The Gospel of the Ebionites
The Gospel of the Ebionites is a lost text. A few fragments survive in the form of quotations from the Church Father Epiphanius. Below is the assembled textual fragments of the Gospel used by the Ebionites, the Matthaei Authenticum, the True Gospel of Matthew.
It came to pass in the days of Herod, King of Judaea under the high priest Caiaphas, that John came and baptized with the baptism of repentance in the river Jordan; he is said to be from the tribe of Aaron and a son of Zacharias the priest and of Elizabeth and all went out to him.
And it came to pass when John baptized, that the Pharisees came to him and were baptized, and all Jerusalem also. He had a garment of camels’ hair, and a leathern girdle about his loins. And his food was wild honey, which tasted like manna, formed like cakes of oil.
The people having been baptized, Jesus came also, and was baptized by John. And as he came out of the water the heavens opened, and he saw the Holy Spirit descending under the form of a dove, and entering into him. And a voice was heard from heaven: “Thou art my beloved Son, and in thee am I well pleased. And again: “This day have I begotten thee.” And suddenly shone a great light in that place.
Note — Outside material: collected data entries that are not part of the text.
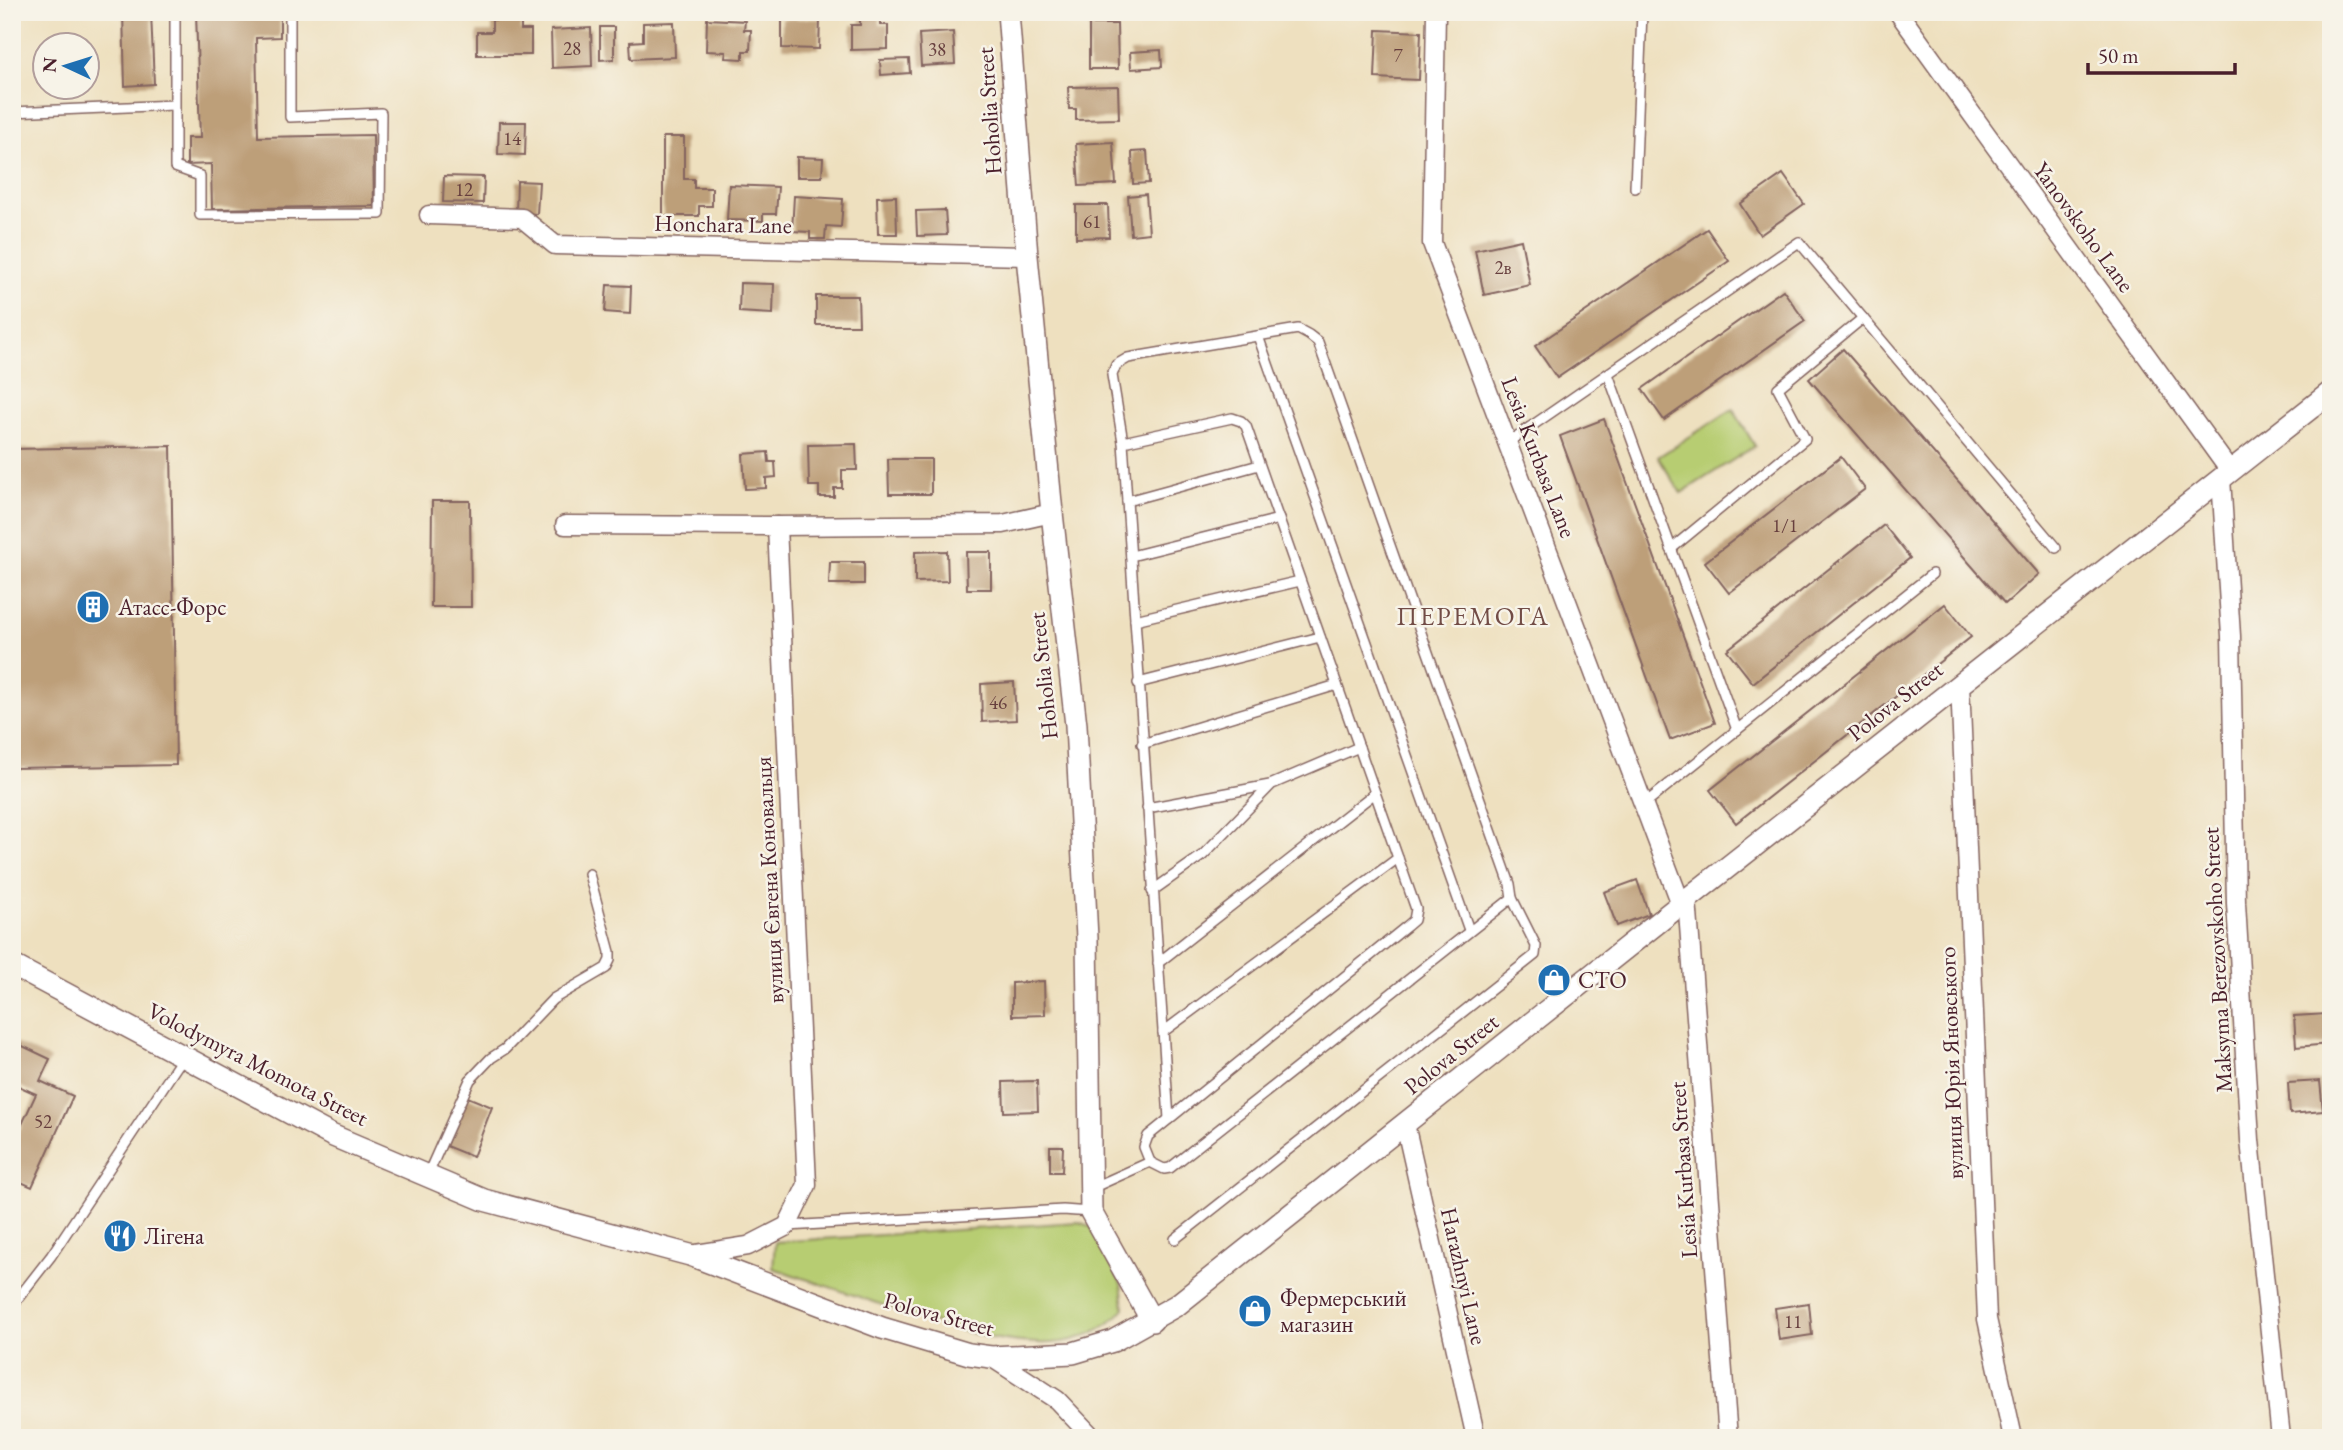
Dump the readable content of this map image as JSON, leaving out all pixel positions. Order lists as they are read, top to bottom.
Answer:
{
  "streets": {
    "street": [
      "Hoholia Street",
      "Honchara Lane",
      "Yanovskoho Lane",
      "Lesia Kurbasa Lane",
      "Polova Street",
      "вулиця Євгена Коновальця",
      "Maksyma Berezovskoho Street",
      "вулиця Юрія Яновського",
      "Volodymyra Momota Street",
      "Lesia Kurbasa Street",
      "Harazhnyi Lane"
    ]
  },
  "crossings": [
    ["Hoholia Street", "Honchara Lane"],
    ["Hoholia Street", "Polova Street"],
    ["Yanovskoho Lane", "Polova Street"],
    ["Yanovskoho Lane", "Maksyma Berezovskoho Street"],
    ["Lesia Kurbasa Lane", "Polova Street"],
    ["Lesia Kurbasa Lane", "Lesia Kurbasa Street"],
    ["Polova Street", "Maksyma Berezovskoho Street"],
    ["Polova Street", "вулиця Юрія Яновського"],
    ["Polova Street", "Volodymyra Momota Street"],
    ["Polova Street", "Lesia Kurbasa Street"],
    ["Polova Street", "Harazhnyi Lane"]
  ],
  "districts": ["ПЕРЕМОГА"],
  "places": {
    "building": ["Атасс-Форс"],
    "shop": ["СТО", "Фермерський магазин"],
    "restaurant": ["Лігена"]
  },
  "house_numbers": [
    "28",
    "38",
    "7",
    "14",
    "12",
    "61",
    "2в",
    "1/1",
    "46",
    "52",
    "11"
  ],
  "scale_bar": "50 m",
  "north": "left"
}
And John seeing him, said, “Who art thou, Lord?” Then a voice was heard from heaven: “This is my beloved Son, in whom I am well pleased.” Thereat John fell at his feet and said: “I pray thee, Lord, baptize me.” But he would not, saying “Suffer it, for so it behoveth that all should be accomplished.”
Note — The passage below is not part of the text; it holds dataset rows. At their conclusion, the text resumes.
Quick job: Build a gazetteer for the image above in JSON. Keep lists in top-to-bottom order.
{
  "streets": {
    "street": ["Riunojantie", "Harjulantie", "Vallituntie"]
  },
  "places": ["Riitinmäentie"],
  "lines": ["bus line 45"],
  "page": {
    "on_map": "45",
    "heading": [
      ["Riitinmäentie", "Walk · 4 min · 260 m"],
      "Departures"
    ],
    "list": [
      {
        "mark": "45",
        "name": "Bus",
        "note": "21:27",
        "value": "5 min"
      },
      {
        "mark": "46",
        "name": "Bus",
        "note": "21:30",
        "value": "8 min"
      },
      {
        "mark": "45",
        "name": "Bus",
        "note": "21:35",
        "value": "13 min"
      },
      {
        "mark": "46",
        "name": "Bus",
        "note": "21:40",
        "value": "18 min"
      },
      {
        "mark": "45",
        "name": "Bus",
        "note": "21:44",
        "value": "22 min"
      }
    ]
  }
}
[Matthew said] “And there was a man named Jesus, and he was about thirty years old; he has chosen us. And He came into Capernaum and entered into the house of Simon, surnamed Peter, and He opened His mouth and said, ‘As I walked by the sea of Tiberias, I chose John and James, the sons of Zebedee, and Simon and Andrew and Thaddaeus and Simon Zelotes, and Judas Isariot; thee also, Matthew, when thou wast sitting at the receipt of custom, did I call and thou didst follow me. According to my intention ye shall be twelve apostles for a testimony unto Israel.’
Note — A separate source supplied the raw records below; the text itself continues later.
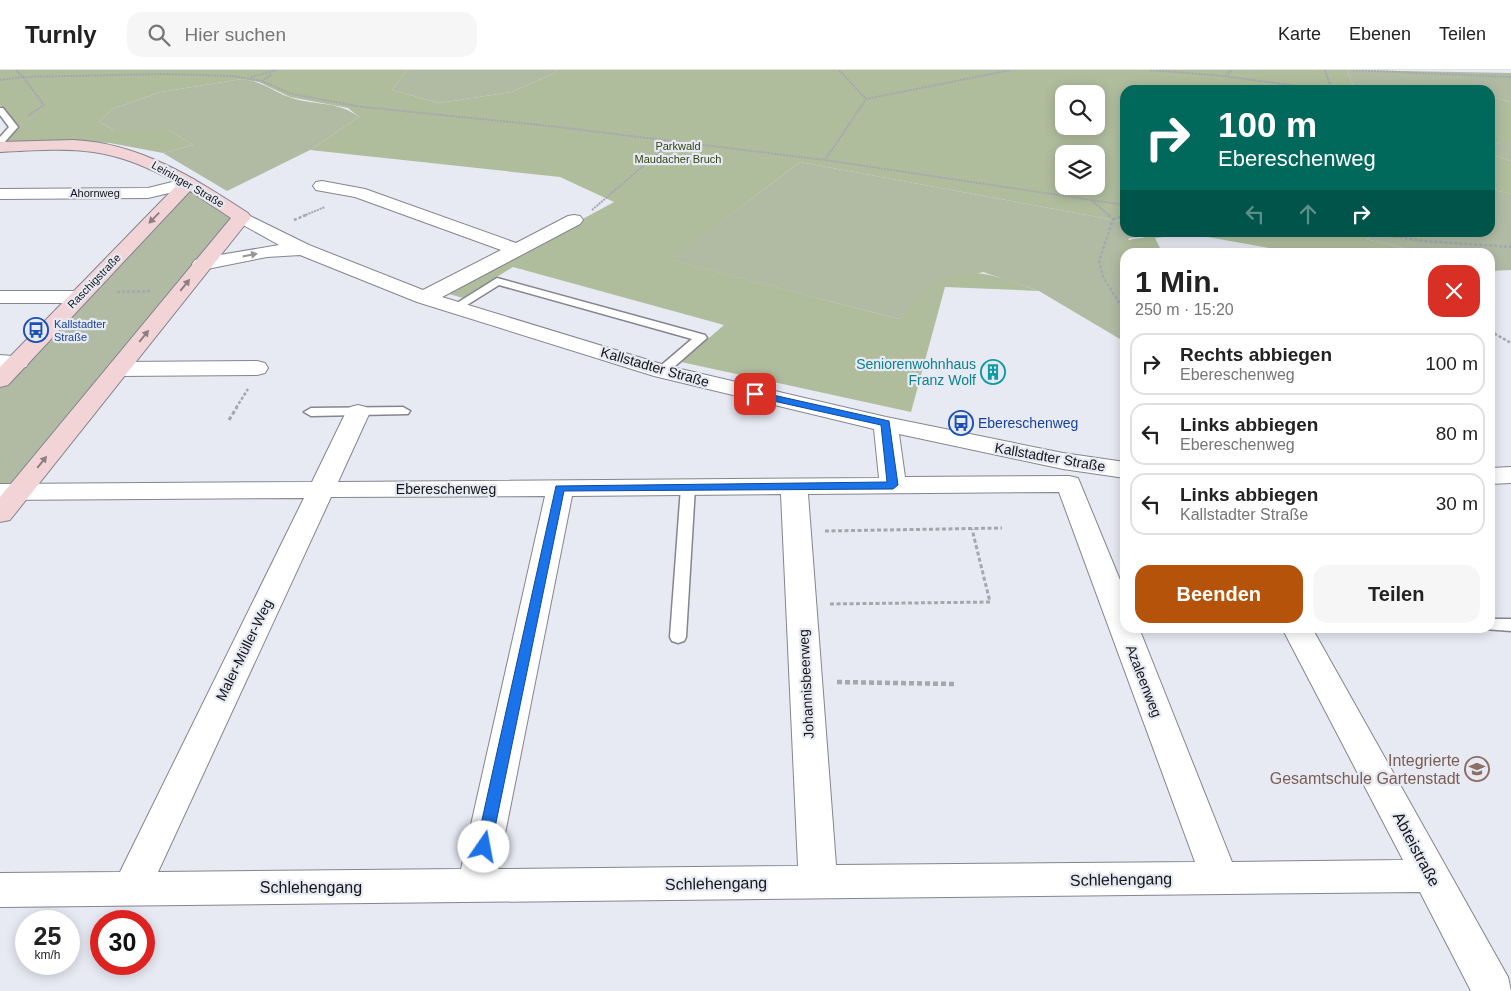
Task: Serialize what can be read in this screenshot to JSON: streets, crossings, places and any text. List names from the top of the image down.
{
  "streets": {
    "street": [
      "Leininger Straße",
      "Ahornweg",
      "Raschigstraße",
      "Kallstadter Straße",
      "Ebereschenweg",
      "Maler-Müller-Weg",
      "Azaleenweg",
      "Johannisbeerweg",
      "Abteistraße",
      "Schlehengang"
    ]
  },
  "crossings": [
    ["Leininger Straße", "Ahornweg"],
    ["Leininger Straße", "Raschigstraße"],
    ["Leininger Straße", "Kallstadter Straße"],
    ["Ahornweg", "Raschigstraße"],
    ["Ebereschenweg", "Maler-Müller-Weg"],
    ["Ebereschenweg", "Azaleenweg"],
    ["Ebereschenweg", "Johannisbeerweg"],
    ["Maler-Müller-Weg", "Schlehengang"],
    ["Azaleenweg", "Schlehengang"],
    ["Johannisbeerweg", "Schlehengang"],
    ["Abteistraße", "Schlehengang"]
  ],
  "parks": ["Parkwald Maudacher Bruch"],
  "places": {
    "bus stop": ["Kallstadter Straße", "Ebereschenweg"],
    "building": ["Seniorenwohnhaus Franz Wolf"],
    "school or university": ["Integrierte Gesamtschule Gartenstadt"]
  },
  "page": {
    "header": "Turnly",
    "search": "Hier suchen",
    "nav": ["Karte", "Ebenen", "Teilen"],
    "turn": ["100 m", "Ebereschenweg"],
    "heading": ["1 Min.", "250 m · 15:20"],
    "list": [
      {
        "name": "Rechts abbiegen",
        "note": "Ebereschenweg",
        "value": "100 m"
      },
      {
        "name": "Links abbiegen",
        "note": "Ebereschenweg",
        "value": "80 m"
      },
      {
        "name": "Links abbiegen",
        "note": "Kallstadter Straße",
        "value": "30 m"
      }
    ],
    "buttons": ["Beenden", "Teilen"],
    "speed": "25 km/h",
    "limit": "30"
  }
}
[Jesus was told] “Behold thy mother and thy brethren stand without.”
[He said] “Who is my mother and who are my brethren?” And He stretched forth His hand toward His disciples and said: “These are my brethren and my mother and sisters, which do the will of my Father.”
[Jesus said] “I am come to abolish the sacrifices: if ye cease not from sacrificing, the wrath (of God) will not cease from weighing upon you.”
[The disiples said,] “Where wilt Thou that we prepare for Thee to eat the Passover?” To which He replied: “I have no desire to eat the flesh of this Paschal Lamb with you.”
All translations are from Bernhard Pick, Paralipomena: Remains of Gospels and Sayings of Christ(Chicago, 1908), pp. 16-18. The sequence of fragments here follows Wilhelm Schneemelcher, New Testament Apocrypha, revised edition (Westminster, 1991) volume 1, pp. 169-170. Pick’s arrangement is virtually identical.